## How to complete this task
Say nothing but the number of lines below in which the string "setLineDash" appears.

## Records for the task
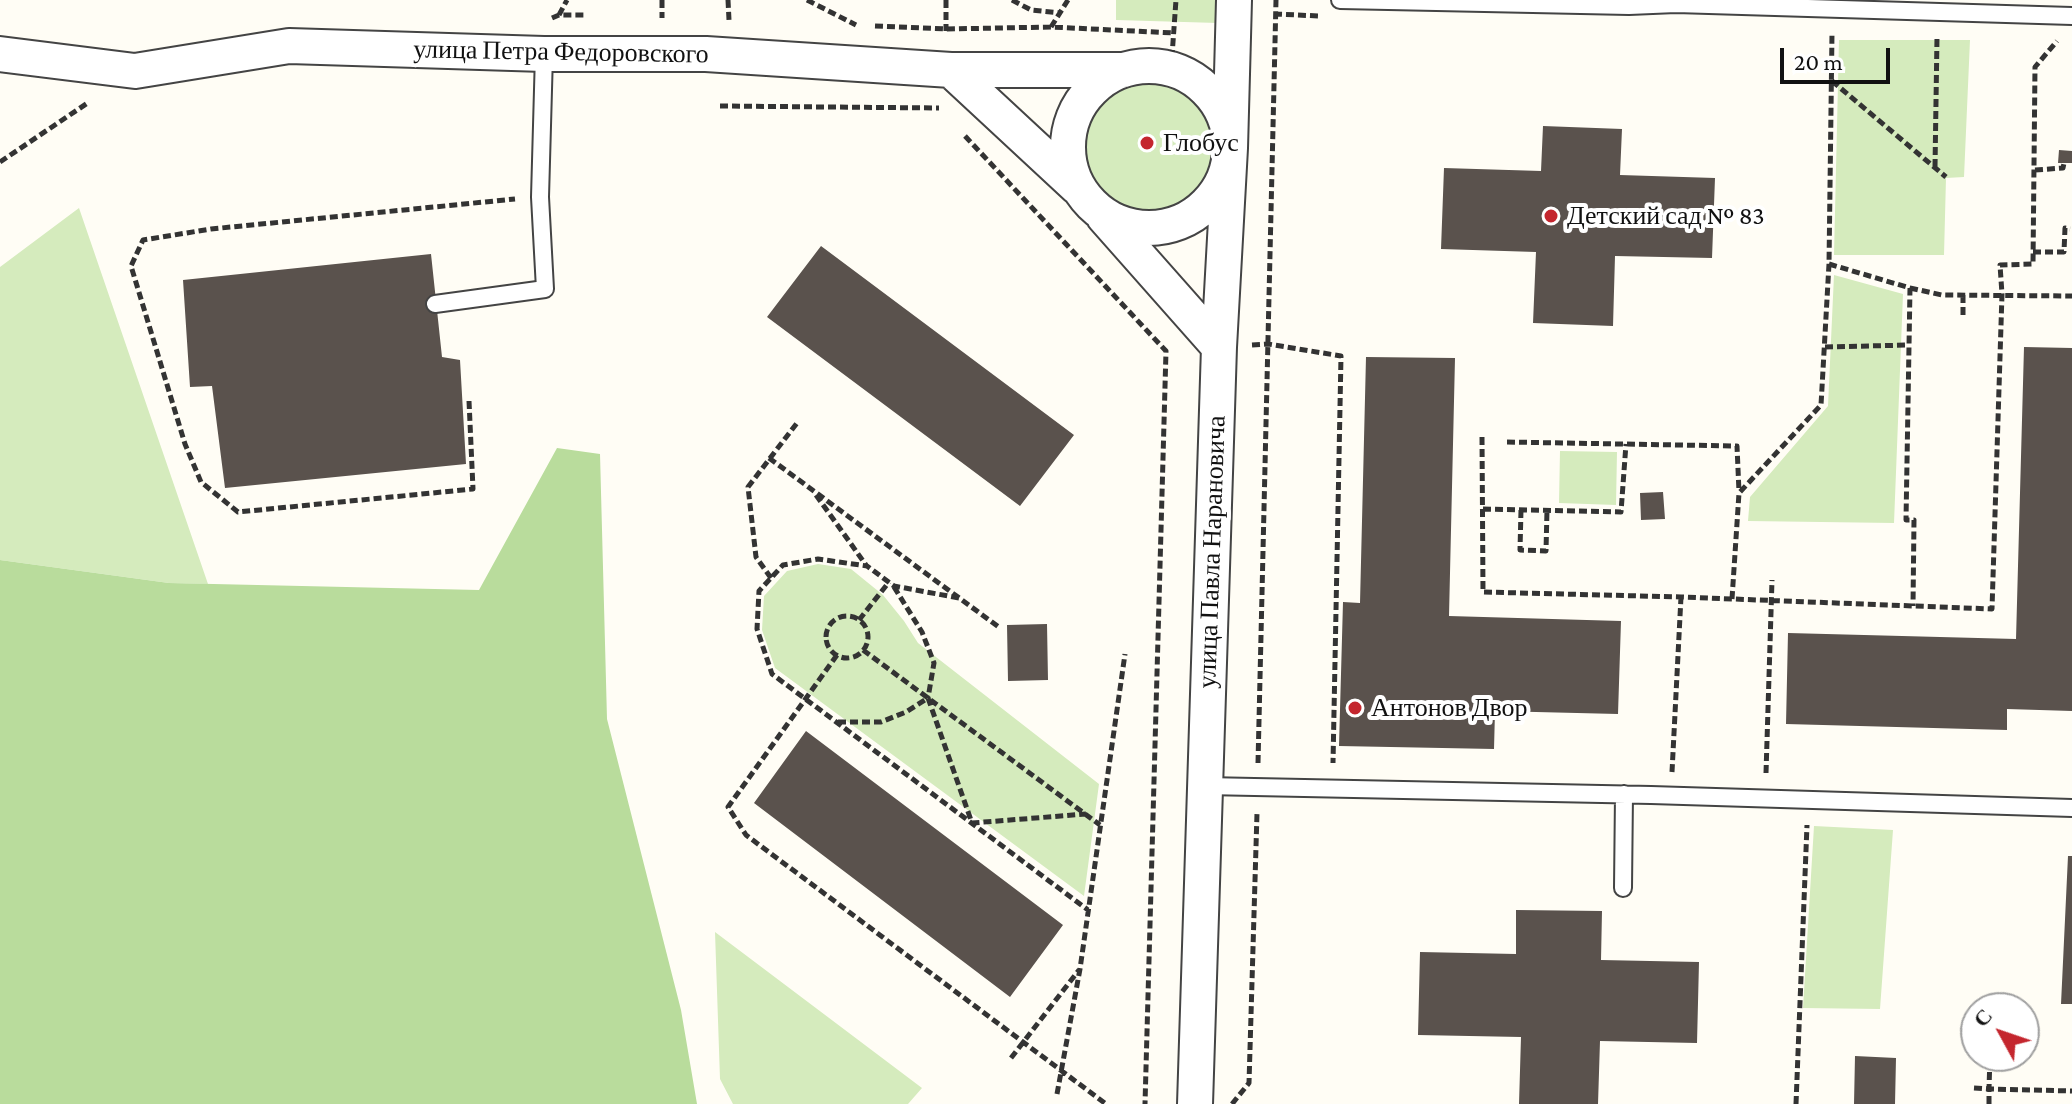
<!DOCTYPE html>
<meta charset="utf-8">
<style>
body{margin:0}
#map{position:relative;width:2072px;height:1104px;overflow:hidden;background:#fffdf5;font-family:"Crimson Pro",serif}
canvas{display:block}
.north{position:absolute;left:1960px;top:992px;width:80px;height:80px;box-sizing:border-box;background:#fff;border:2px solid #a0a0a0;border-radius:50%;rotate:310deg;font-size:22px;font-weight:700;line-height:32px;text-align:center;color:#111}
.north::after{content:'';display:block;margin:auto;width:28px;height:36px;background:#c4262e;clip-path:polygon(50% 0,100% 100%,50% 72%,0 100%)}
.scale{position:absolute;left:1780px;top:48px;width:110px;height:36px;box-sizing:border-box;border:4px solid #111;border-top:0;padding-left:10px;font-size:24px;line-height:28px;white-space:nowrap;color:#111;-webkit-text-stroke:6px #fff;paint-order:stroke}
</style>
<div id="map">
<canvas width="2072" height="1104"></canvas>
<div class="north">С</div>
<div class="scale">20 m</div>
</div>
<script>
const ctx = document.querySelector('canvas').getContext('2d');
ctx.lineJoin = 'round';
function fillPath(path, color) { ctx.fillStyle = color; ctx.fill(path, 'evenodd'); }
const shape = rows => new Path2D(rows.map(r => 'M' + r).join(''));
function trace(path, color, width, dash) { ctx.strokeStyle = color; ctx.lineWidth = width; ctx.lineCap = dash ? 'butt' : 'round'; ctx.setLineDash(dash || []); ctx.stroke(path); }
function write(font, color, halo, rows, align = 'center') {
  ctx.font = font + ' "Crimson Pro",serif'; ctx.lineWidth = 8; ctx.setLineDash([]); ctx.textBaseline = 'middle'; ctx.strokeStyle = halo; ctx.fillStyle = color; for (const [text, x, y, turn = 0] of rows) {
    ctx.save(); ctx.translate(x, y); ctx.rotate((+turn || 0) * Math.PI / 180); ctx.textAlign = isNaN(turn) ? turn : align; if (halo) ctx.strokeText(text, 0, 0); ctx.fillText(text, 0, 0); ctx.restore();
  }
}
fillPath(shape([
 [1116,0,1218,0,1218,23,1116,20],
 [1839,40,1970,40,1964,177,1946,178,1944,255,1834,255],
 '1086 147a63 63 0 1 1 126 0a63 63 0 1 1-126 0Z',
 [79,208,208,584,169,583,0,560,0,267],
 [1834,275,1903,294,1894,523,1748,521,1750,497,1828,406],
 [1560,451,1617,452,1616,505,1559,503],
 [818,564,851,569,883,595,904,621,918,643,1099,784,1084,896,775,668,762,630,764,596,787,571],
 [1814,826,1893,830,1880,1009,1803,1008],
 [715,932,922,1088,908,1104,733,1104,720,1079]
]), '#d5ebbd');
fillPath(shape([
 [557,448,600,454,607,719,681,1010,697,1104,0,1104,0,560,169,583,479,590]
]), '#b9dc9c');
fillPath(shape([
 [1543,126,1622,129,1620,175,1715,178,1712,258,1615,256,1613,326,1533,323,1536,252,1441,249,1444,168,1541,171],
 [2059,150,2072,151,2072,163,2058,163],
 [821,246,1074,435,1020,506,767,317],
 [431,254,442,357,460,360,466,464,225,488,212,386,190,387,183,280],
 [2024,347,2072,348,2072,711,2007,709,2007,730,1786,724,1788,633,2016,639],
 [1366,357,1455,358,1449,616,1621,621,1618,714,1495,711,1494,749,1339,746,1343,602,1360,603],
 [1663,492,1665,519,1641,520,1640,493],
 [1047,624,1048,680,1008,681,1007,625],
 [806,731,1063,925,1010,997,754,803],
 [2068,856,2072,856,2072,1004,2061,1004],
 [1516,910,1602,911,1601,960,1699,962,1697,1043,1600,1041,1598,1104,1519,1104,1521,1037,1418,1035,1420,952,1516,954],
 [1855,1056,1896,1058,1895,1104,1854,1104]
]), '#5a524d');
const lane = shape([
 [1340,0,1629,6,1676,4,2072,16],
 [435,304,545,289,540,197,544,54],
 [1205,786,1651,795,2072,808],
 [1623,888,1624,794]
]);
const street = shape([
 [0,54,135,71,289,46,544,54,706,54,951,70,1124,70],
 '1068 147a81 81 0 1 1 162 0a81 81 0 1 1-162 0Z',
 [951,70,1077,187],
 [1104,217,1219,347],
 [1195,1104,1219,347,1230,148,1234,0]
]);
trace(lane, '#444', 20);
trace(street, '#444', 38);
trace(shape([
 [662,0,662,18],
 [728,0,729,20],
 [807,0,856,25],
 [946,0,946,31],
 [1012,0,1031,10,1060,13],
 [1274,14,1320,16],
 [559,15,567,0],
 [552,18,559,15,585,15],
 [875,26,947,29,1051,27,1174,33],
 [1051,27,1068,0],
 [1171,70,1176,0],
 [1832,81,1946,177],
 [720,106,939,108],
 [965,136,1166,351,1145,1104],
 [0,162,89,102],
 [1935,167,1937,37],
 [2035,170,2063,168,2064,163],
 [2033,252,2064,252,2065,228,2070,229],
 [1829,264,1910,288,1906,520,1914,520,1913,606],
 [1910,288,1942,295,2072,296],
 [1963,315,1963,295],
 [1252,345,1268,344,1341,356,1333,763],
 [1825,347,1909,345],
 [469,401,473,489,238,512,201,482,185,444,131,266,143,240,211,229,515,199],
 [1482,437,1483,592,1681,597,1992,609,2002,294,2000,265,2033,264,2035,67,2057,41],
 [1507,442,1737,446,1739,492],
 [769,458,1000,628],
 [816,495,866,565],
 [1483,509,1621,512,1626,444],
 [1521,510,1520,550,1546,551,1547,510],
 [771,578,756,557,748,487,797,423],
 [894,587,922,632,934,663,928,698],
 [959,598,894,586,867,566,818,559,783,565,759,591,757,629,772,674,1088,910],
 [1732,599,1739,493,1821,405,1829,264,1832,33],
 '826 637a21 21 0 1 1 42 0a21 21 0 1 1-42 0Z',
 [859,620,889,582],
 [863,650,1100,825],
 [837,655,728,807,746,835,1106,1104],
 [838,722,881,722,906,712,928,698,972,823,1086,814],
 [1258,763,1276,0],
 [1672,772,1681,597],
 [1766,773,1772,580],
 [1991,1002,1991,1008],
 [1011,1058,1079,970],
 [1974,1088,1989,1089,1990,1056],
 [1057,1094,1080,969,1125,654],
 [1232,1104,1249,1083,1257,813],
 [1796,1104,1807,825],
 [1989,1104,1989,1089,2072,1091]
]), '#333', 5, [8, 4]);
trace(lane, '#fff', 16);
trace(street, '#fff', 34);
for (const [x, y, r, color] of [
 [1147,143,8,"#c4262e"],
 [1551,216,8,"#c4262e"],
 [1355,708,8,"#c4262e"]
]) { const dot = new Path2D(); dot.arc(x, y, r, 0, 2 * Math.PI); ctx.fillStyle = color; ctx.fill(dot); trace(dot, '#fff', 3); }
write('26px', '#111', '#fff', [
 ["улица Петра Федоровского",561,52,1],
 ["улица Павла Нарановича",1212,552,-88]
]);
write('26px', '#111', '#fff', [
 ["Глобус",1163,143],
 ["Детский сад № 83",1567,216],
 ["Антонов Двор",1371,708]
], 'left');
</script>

## Written solution
2